Junie flew above him and tried to call out his name, tried to tell him where to go to escape the things that bit and the things that tore. But her voice was a wail and she had no words.

She could not speak his name even though it screamed inside her mind.

Joe.

Her lover ran from shambling, twisting, metamorphosing beasts that chased. But he also ran toward a great, gray storm cloud that hung strangely low over the horizon.

Except that it wasn’t a storm cloud.

No. It was something far more dangerous. Something far worse.

Joe ran in a blind panic toward it, and the cloud — that shapeless mass — lifted itself from the horizon and rose into the sky. Silent, powerful, indifferent to gravity, acknowledging no physical laws at all. It rolled backward, exposing a face. Eyes that burned with black fire and a snarling mouth wreathed by wriggling tentacles.

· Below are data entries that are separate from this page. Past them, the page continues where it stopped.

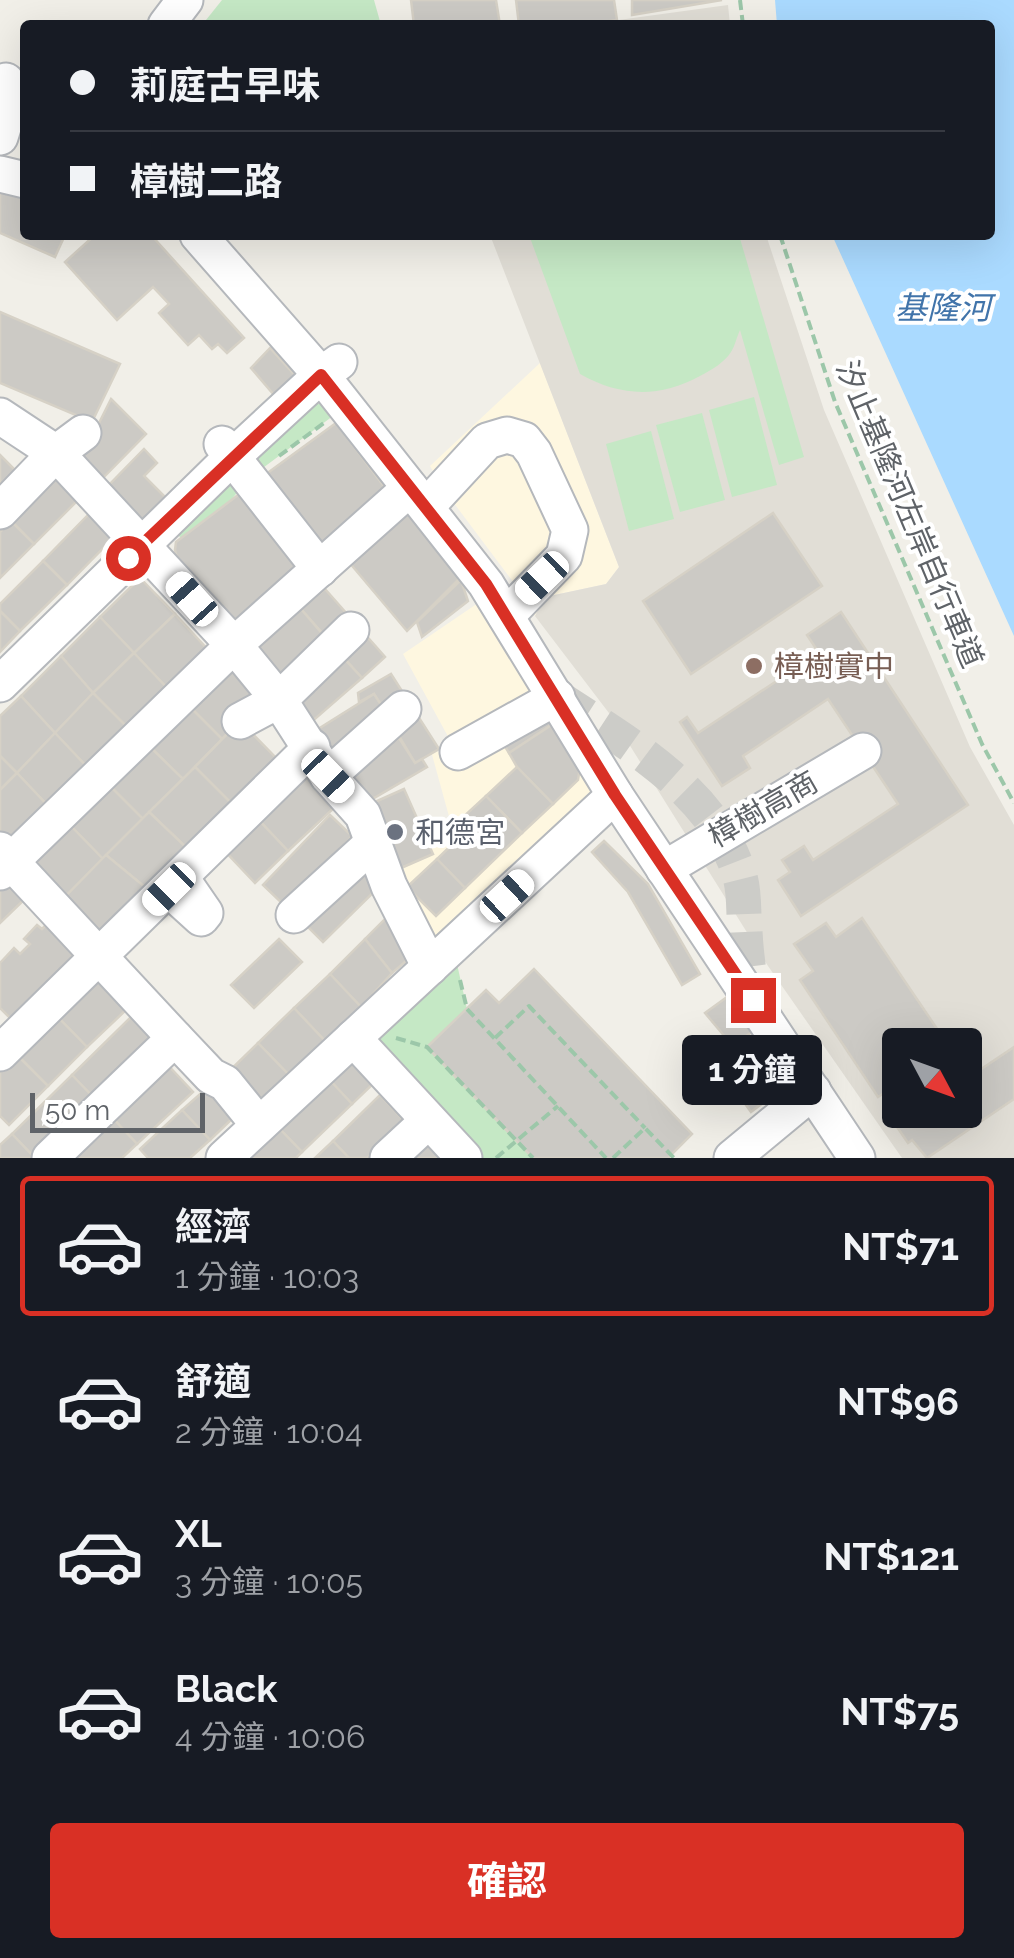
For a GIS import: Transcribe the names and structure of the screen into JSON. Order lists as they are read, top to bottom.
{
  "streets": {
    "street": ["樟樹高商"],
    "path": ["汐止基隆河左岸自行車道"]
  },
  "water": ["基隆河"],
  "places": ["樟樹實中", "和德宮"],
  "scale_bar": "50 m",
  "north": "bottom right",
  "page": {
    "banner": ["莉庭古早味", "樟樹二路"],
    "bubble": "1 分鐘",
    "scale": "50 m",
    "list": [
      {
        "name": "經濟",
        "note": "1 分鐘 · 10:03",
        "value": "NT$71"
      },
      {
        "name": "舒適",
        "note": "2 分鐘 · 10:04",
        "value": "NT$96"
      },
      {
        "name": "XL",
        "note": "3 分鐘 · 10:05",
        "value": "NT$121"
      },
      {
        "name": "Black",
        "note": "4 分鐘 · 10:06",
        "value": "NT$75"
      }
    ],
    "buttons": "確認"
  }
}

As it turned its face upon the world, every single creature below, from the shape-shifting monsters to the sentient trees, screamed out in a language that did not belong in this or any world.

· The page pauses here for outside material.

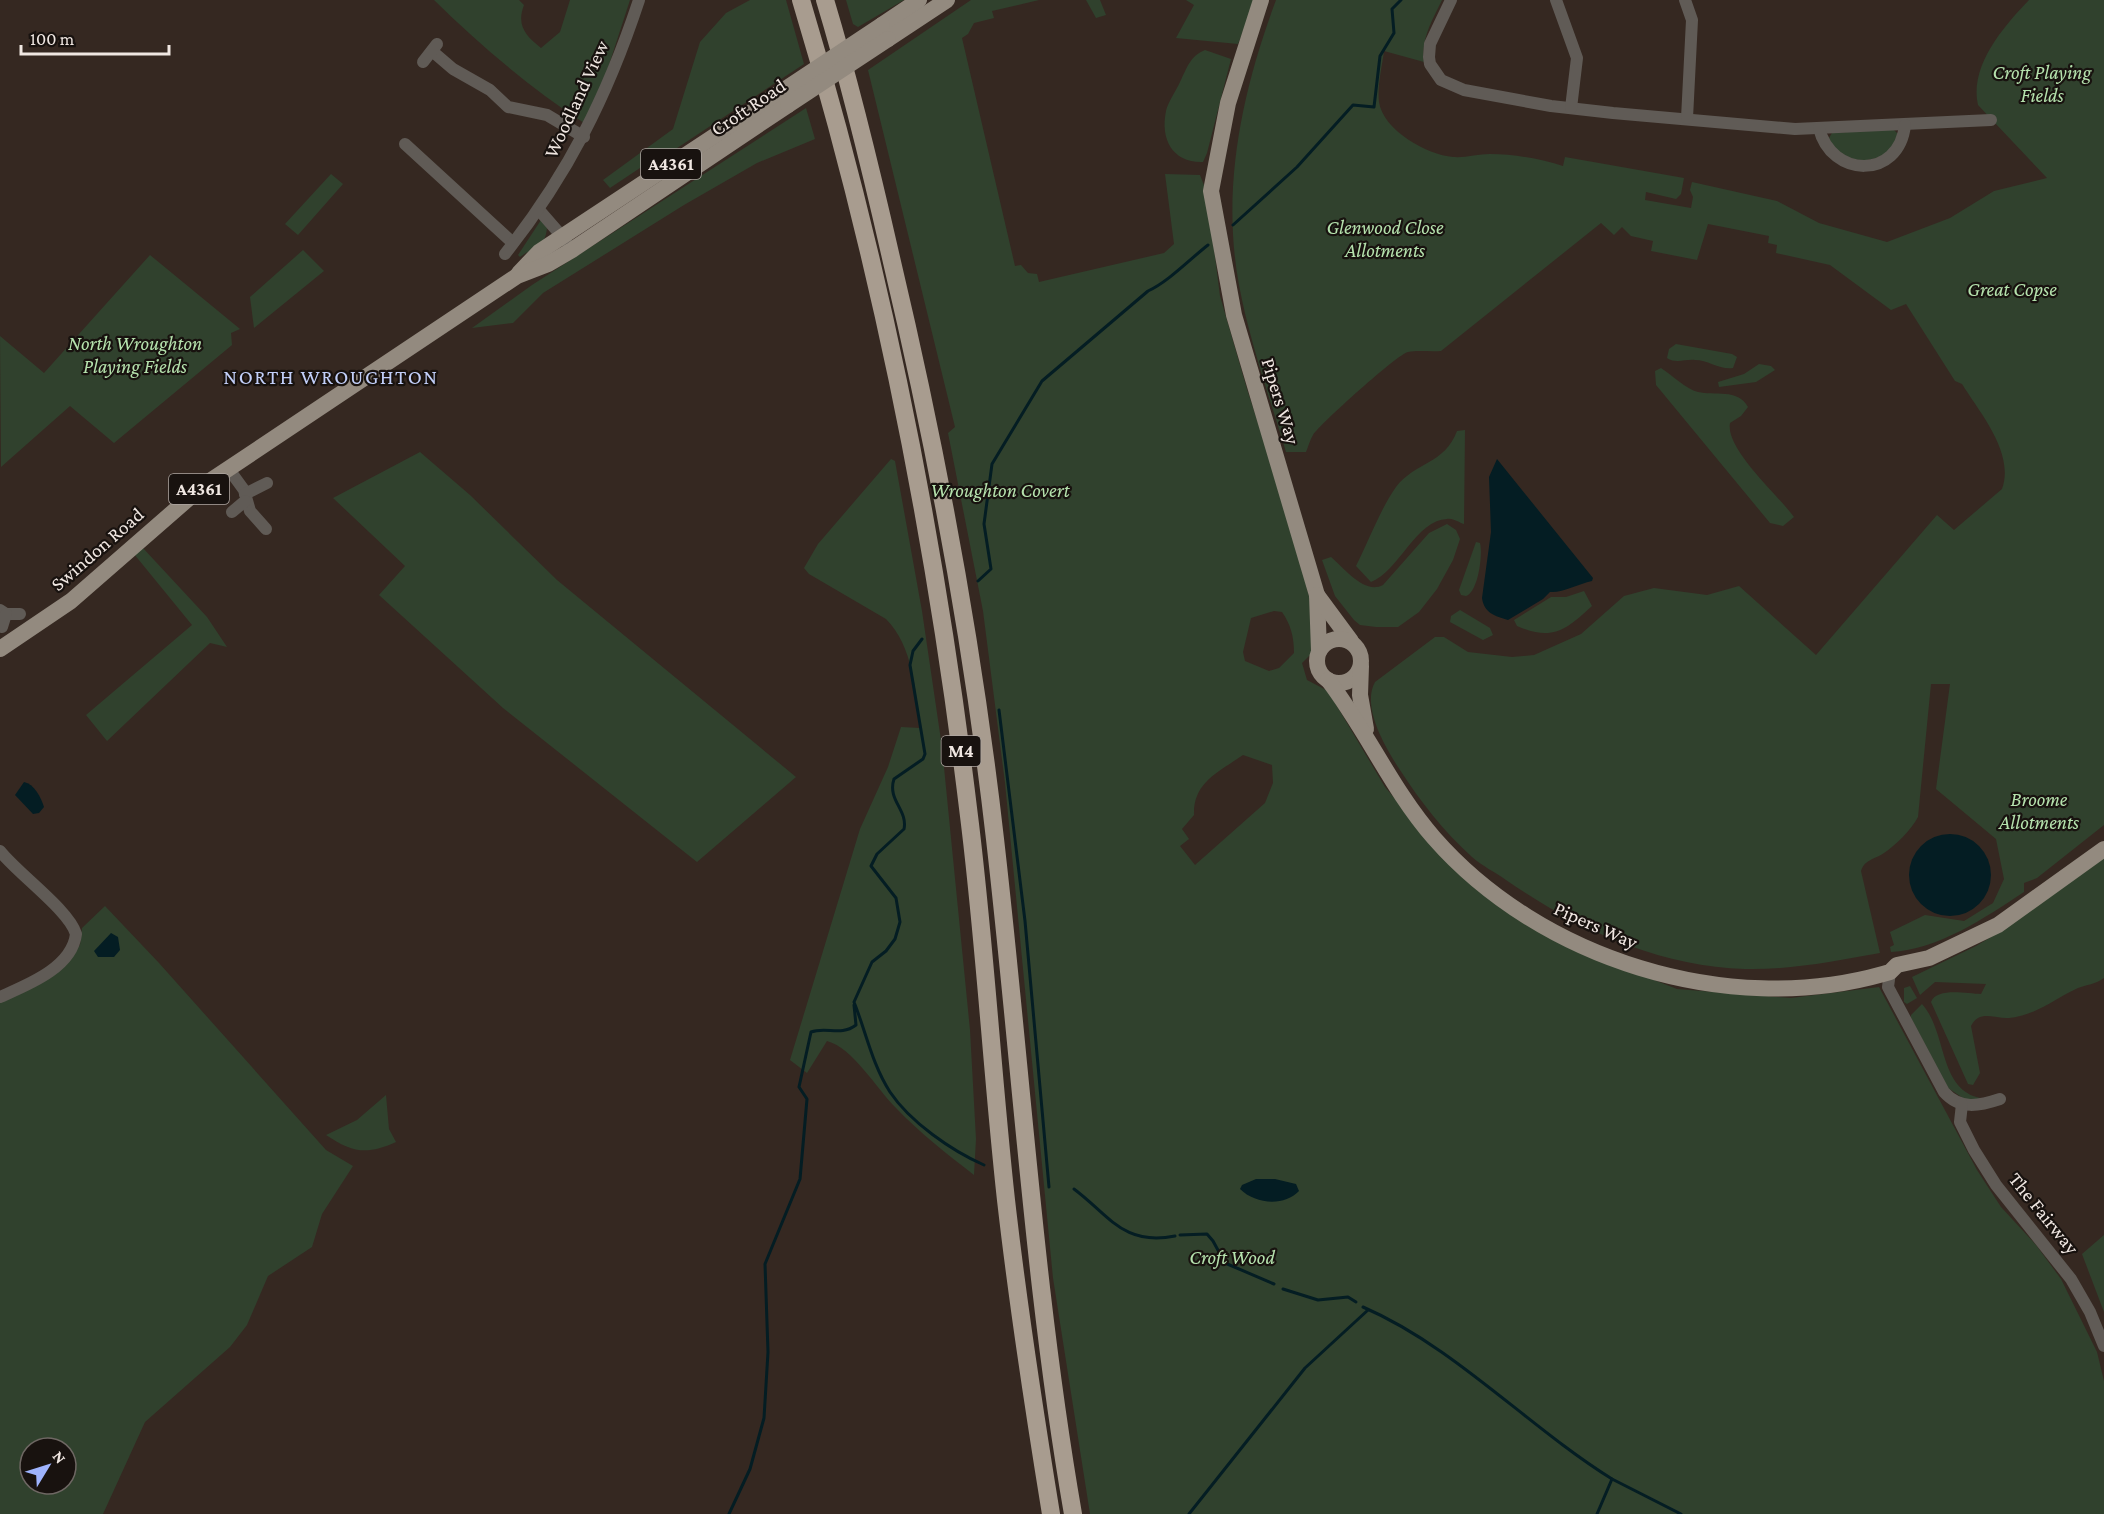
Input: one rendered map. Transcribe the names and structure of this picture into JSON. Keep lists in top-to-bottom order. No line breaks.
{"streets":{"highway":["M4"],"main road":["Croft Road","A4361","Pipers Way","Swindon Road"],"street":["Woodland View","The Fairway"]},"crossings":[["Croft Road","Swindon Road"]],"districts":["NORTH WROUGHTON"],"parks":["Croft Playing Fields","Glenwood Close Allotments","Great Copse","North Wroughton Playing Fields","Wroughton Covert","Broome Allotments","Croft Wood"],"scale_bar":"100 m","north":"top right"}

She screamed herself awake.

INTERLUDE FOURTEEN

OFFICE OF DR. MICHAEL GREENE
EAST HAMPTON, NEW YORK
WHEN PROSPERO WAS FIFTEEN

Dr. Greene was not expecting visitors and it was too late for clients. His secretary and nurse had already gone home and the office was locked. He liked working into the evening because the quiet gave him time to reflect on his day’s sessions and dictate case notes. His iPad was snugged into the speaker dock and Miles Davis was blowing soft, sad, complex jazz and blues at him.

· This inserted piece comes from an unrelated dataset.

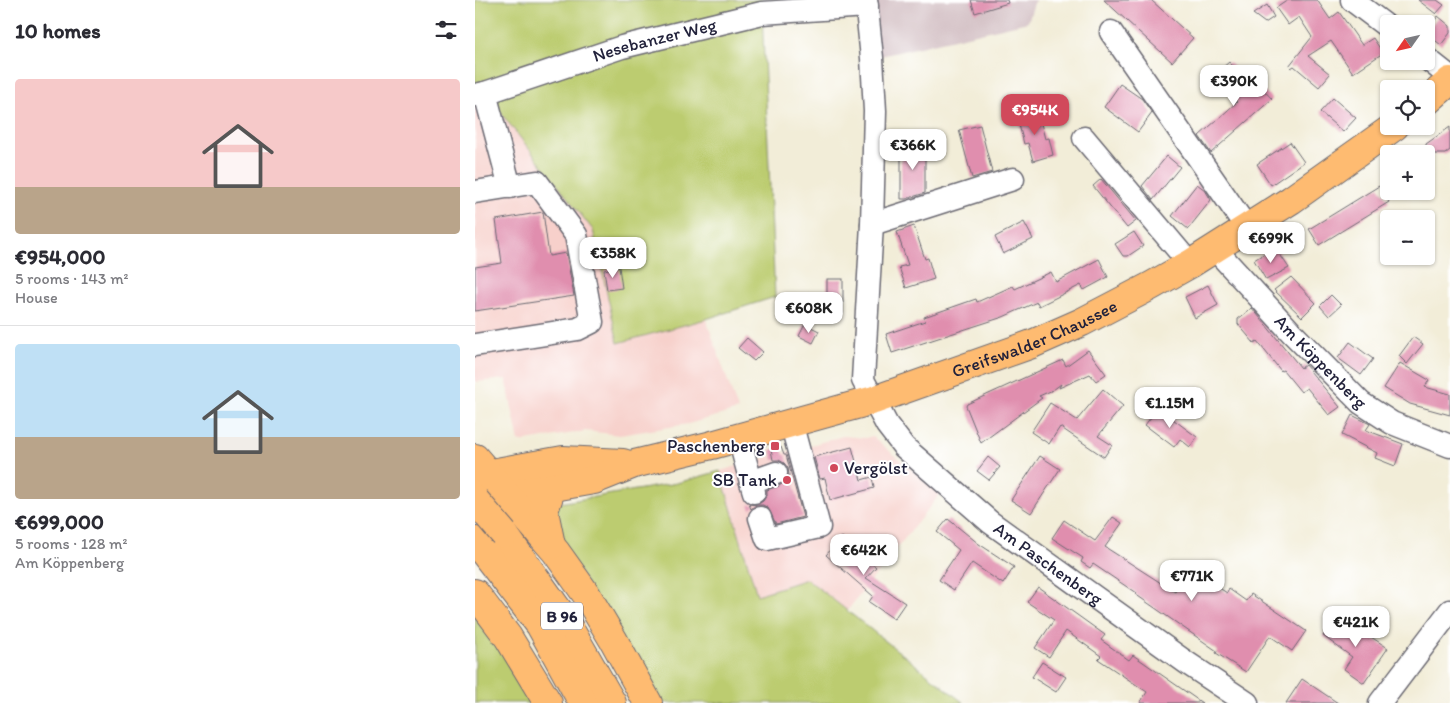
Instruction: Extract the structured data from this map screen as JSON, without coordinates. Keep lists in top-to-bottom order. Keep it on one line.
{"streets":{"main road":["Greifswalder Chaussee","B 96"],"street":["Nesebanzer Weg","Am Köppenberg","Am Paschenberg"]},"crossings":[["Nesebanzer Weg","Am Paschenberg"],["Greifswalder Chaussee","Am Köppenberg"],["Greifswalder Chaussee","Am Paschenberg"],["Greifswalder Chaussee","B 96"]],"places":{"transit":["Paschenberg"],"other":["Vergölst","SB Tank"]},"north":"bottom left","page":{"heading":"10 homes","map_buttons":["+","−"],"list":[{"name":"€954,000","note":"5 rooms · 143 m² · House"},{"name":"€699,000","note":"5 rooms · 128 m² · Am Köppenberg"}],"price":["€390K","€954K","€366K","€699K","€358K","€608K","€1.15M","€642K","€771K","€421K"]}}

When the door to his inner office opened, Greene yelled in shock. A high, sharp, almost feminine sound. He half jumped up but succeeded only in shoving his chair back so that it struck the wall hard enough to knock a framed certificate from its hook.

Two men stepped into the office. One was black, the other was white. They were both in their middle thirties. Tall, fit-looking, and wearing identical black suits, white shirts, black ties. Both of them had wires behind their ears.

Neither of them was smiling.

“Who the hell are—?” began Greene, his anger shooting up to match the level of his shock. But the black man silenced him by placing a finger to his own lips in the kind of shushing gesture an adult might use on a child.

The white man raised his hand and pointed a gun at Greene. Or, at least some kind of gunlike weapon. It had a handle and trigger, but instead of a barrel there was a blunt snub of an end with no opening, and around it were four steel prongs that curved inward so that the metal balls on the end nearly touched.

“Dr. Michael Greene,” said the man with the gun. It was a plain, uninflected statement, not a question.

“Who… who are you?” gasped Greene, his voice subdued as much from the shushing finger as the strange weapon. “How did you get in here?”

“Dr. Greene,” said the black man, lowering his hand, “we need you to turn over to us all of the materials you have on one of your patients.”

Greene bristled. “That’s absurd. Are you with the government? Let me see your identification. Let me see a warrant.”

The white man and the black man said nothing, did nothing except stare at him. They both had brown eyes that were as flat and uninformative as the painted eyes of mannequins.

“Doctor-patient confidentiality is—”

And that was as far as he got.

The black man suddenly raised his foot and kicked the side of the desk. Greene’s office furniture was all made from heavy hardwood, seasoned and sturdy, with steel reinforcements and a dark cherrywood glaze. The desk weighed nearly 350 pounds. So when it shot backward, propelled by that single kick, the desk struck Greene with shocking force. The desk’s legs were buried deep in the carpet, without casters or wheels, and yet that kick moved it like it was made from balsa. The footwell engulfed Greene’s knees, but the desktop crunched into his gut so forcefully that it snapped the doctor forward with such speed that he had no chance to get his hands up to protect his face. His nose, chin, and forehead slammed down. Pain exploded in his head and blood splashed outward to form a rude Rorschach pattern on the open file folder for one of his newest teen patients.

Greene rebounded from the desk and sagged into his chair, bleeding and dazed. The lights in the room seemed to flare to white-hot brightness, but that was only in Greene’s head because immediately darkness seemed to cover him like a blanket.